▶ **About this task**: Please repeat all of the listing exactly.

▶ **Data excerpts**:
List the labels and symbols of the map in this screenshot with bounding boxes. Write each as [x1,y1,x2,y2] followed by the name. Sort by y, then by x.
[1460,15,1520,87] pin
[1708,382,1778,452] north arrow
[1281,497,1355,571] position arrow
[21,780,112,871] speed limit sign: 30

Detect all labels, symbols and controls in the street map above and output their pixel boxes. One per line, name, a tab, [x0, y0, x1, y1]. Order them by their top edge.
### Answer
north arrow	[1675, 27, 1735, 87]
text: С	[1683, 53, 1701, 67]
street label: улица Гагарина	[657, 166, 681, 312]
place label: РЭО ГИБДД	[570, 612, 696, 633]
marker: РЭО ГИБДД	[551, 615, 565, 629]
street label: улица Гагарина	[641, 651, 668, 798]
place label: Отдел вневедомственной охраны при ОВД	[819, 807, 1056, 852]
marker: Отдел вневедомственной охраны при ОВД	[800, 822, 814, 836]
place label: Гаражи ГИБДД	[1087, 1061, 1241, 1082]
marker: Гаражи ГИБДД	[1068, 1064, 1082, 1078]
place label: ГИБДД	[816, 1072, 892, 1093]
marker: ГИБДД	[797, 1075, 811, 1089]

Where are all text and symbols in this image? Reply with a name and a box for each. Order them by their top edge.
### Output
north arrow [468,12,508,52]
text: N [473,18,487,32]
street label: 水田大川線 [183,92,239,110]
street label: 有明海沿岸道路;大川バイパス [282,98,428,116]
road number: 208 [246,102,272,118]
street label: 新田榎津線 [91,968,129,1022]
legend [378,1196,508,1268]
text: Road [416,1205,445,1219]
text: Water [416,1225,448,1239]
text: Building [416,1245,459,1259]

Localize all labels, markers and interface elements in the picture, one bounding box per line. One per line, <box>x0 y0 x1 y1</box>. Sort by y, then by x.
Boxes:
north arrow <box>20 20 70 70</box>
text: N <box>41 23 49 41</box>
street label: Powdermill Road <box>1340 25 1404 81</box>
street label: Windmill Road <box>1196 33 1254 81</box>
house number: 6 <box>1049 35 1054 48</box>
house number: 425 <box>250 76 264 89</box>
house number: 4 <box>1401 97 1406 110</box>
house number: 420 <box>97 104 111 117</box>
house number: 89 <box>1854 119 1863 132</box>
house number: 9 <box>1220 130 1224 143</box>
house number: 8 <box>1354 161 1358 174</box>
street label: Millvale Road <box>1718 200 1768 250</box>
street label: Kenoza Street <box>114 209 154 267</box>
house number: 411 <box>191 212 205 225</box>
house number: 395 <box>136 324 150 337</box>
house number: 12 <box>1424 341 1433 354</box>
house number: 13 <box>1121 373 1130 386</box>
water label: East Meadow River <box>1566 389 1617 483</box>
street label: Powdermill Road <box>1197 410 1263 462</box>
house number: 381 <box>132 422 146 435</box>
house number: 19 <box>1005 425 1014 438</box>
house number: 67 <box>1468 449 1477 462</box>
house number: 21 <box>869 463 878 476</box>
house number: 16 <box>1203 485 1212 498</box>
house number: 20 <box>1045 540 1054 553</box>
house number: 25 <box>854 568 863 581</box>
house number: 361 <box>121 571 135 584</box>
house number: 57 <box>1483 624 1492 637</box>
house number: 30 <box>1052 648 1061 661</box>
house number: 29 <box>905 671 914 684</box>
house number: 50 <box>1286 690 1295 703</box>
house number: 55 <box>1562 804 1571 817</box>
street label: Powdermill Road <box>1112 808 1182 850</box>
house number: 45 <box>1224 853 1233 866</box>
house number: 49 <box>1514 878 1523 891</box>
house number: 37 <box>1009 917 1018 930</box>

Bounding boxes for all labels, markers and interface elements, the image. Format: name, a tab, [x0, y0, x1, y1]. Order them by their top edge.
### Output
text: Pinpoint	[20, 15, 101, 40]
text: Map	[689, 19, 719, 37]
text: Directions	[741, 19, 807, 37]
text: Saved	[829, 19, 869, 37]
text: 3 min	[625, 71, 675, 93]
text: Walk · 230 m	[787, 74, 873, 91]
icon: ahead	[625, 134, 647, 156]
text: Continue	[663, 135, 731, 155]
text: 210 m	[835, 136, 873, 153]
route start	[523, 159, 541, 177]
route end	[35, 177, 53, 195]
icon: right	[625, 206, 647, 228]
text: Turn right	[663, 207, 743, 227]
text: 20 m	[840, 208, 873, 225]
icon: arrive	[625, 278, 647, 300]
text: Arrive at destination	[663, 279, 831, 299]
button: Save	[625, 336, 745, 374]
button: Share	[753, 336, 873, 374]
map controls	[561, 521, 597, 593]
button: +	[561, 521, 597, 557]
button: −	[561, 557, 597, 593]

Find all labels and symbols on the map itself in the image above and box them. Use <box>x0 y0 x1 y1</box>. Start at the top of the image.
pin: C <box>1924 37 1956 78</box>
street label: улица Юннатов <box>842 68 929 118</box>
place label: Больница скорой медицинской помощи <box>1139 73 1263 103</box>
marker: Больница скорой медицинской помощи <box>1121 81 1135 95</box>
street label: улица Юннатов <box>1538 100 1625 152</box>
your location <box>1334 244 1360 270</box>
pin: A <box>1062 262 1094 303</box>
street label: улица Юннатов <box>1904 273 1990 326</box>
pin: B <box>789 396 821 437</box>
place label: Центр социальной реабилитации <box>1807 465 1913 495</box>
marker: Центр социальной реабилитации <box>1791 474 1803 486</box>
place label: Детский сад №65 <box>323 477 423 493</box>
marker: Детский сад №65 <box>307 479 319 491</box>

▶ **Solution to the exercise**:
List the labels and symbols of the map in this screenshot with bounding boxes. Write each as [x1,y1,x2,y2] followed by the name. Sort by y, then by x.
[1460,15,1520,87] pin
[1708,382,1778,452] north arrow
[1281,497,1355,571] position arrow
[21,780,112,871] speed limit sign: 30

Detect all labels, symbols and controls in the street map above and output their pixel boxes. One per line, name, a tab, [x0, y0, x1, y1]. Order them by their top edge.
### Answer
north arrow	[1675, 27, 1735, 87]
text: С	[1683, 53, 1701, 67]
street label: улица Гагарина	[657, 166, 681, 312]
place label: РЭО ГИБДД	[570, 612, 696, 633]
marker: РЭО ГИБДД	[551, 615, 565, 629]
street label: улица Гагарина	[641, 651, 668, 798]
place label: Отдел вневедомственной охраны при ОВД	[819, 807, 1056, 852]
marker: Отдел вневедомственной охраны при ОВД	[800, 822, 814, 836]
place label: Гаражи ГИБДД	[1087, 1061, 1241, 1082]
marker: Гаражи ГИБДД	[1068, 1064, 1082, 1078]
place label: ГИБДД	[816, 1072, 892, 1093]
marker: ГИБДД	[797, 1075, 811, 1089]

Where are all text and symbols in this image? Reply with a name and a box for each. Order them by their top edge.
### Output
north arrow [468,12,508,52]
text: N [473,18,487,32]
street label: 水田大川線 [183,92,239,110]
street label: 有明海沿岸道路;大川バイパス [282,98,428,116]
road number: 208 [246,102,272,118]
street label: 新田榎津線 [91,968,129,1022]
legend [378,1196,508,1268]
text: Road [416,1205,445,1219]
text: Water [416,1225,448,1239]
text: Building [416,1245,459,1259]

Localize all labels, markers and interface elements in the picture, one bounding box per line. One per line, <box>x0 y0 x1 y1</box>. Sort by y, then by x.
Boxes:
north arrow <box>20 20 70 70</box>
text: N <box>41 23 49 41</box>
street label: Powdermill Road <box>1340 25 1404 81</box>
street label: Windmill Road <box>1196 33 1254 81</box>
house number: 6 <box>1049 35 1054 48</box>
house number: 425 <box>250 76 264 89</box>
house number: 4 <box>1401 97 1406 110</box>
house number: 420 <box>97 104 111 117</box>
house number: 89 <box>1854 119 1863 132</box>
house number: 9 <box>1220 130 1224 143</box>
house number: 8 <box>1354 161 1358 174</box>
street label: Millvale Road <box>1718 200 1768 250</box>
street label: Kenoza Street <box>114 209 154 267</box>
house number: 411 <box>191 212 205 225</box>
house number: 395 <box>136 324 150 337</box>
house number: 12 <box>1424 341 1433 354</box>
house number: 13 <box>1121 373 1130 386</box>
water label: East Meadow River <box>1566 389 1617 483</box>
street label: Powdermill Road <box>1197 410 1263 462</box>
house number: 381 <box>132 422 146 435</box>
house number: 19 <box>1005 425 1014 438</box>
house number: 67 <box>1468 449 1477 462</box>
house number: 21 <box>869 463 878 476</box>
house number: 16 <box>1203 485 1212 498</box>
house number: 20 <box>1045 540 1054 553</box>
house number: 25 <box>854 568 863 581</box>
house number: 361 <box>121 571 135 584</box>
house number: 57 <box>1483 624 1492 637</box>
house number: 30 <box>1052 648 1061 661</box>
house number: 29 <box>905 671 914 684</box>
house number: 50 <box>1286 690 1295 703</box>
house number: 55 <box>1562 804 1571 817</box>
street label: Powdermill Road <box>1112 808 1182 850</box>
house number: 45 <box>1224 853 1233 866</box>
house number: 49 <box>1514 878 1523 891</box>
house number: 37 <box>1009 917 1018 930</box>

Bounding boxes for all labels, markers and interface elements, the image. Format: name, a tab, [x0, y0, x1, y1]. Order them by their top edge.
### Output
text: Pinpoint	[20, 15, 101, 40]
text: Map	[689, 19, 719, 37]
text: Directions	[741, 19, 807, 37]
text: Saved	[829, 19, 869, 37]
text: 3 min	[625, 71, 675, 93]
text: Walk · 230 m	[787, 74, 873, 91]
icon: ahead	[625, 134, 647, 156]
text: Continue	[663, 135, 731, 155]
text: 210 m	[835, 136, 873, 153]
route start	[523, 159, 541, 177]
route end	[35, 177, 53, 195]
icon: right	[625, 206, 647, 228]
text: Turn right	[663, 207, 743, 227]
text: 20 m	[840, 208, 873, 225]
icon: arrive	[625, 278, 647, 300]
text: Arrive at destination	[663, 279, 831, 299]
button: Save	[625, 336, 745, 374]
button: Share	[753, 336, 873, 374]
map controls	[561, 521, 597, 593]
button: +	[561, 521, 597, 557]
button: −	[561, 557, 597, 593]

Find all labels and symbols on the map itself in the image above and box them. Use <box>x0 y0 x1 y1</box>. Start at the top of the image.
pin: C <box>1924 37 1956 78</box>
street label: улица Юннатов <box>842 68 929 118</box>
place label: Больница скорой медицинской помощи <box>1139 73 1263 103</box>
marker: Больница скорой медицинской помощи <box>1121 81 1135 95</box>
street label: улица Юннатов <box>1538 100 1625 152</box>
your location <box>1334 244 1360 270</box>
pin: A <box>1062 262 1094 303</box>
street label: улица Юннатов <box>1904 273 1990 326</box>
pin: B <box>789 396 821 437</box>
place label: Центр социальной реабилитации <box>1807 465 1913 495</box>
marker: Центр социальной реабилитации <box>1791 474 1803 486</box>
place label: Детский сад №65 <box>323 477 423 493</box>
marker: Детский сад №65 <box>307 479 319 491</box>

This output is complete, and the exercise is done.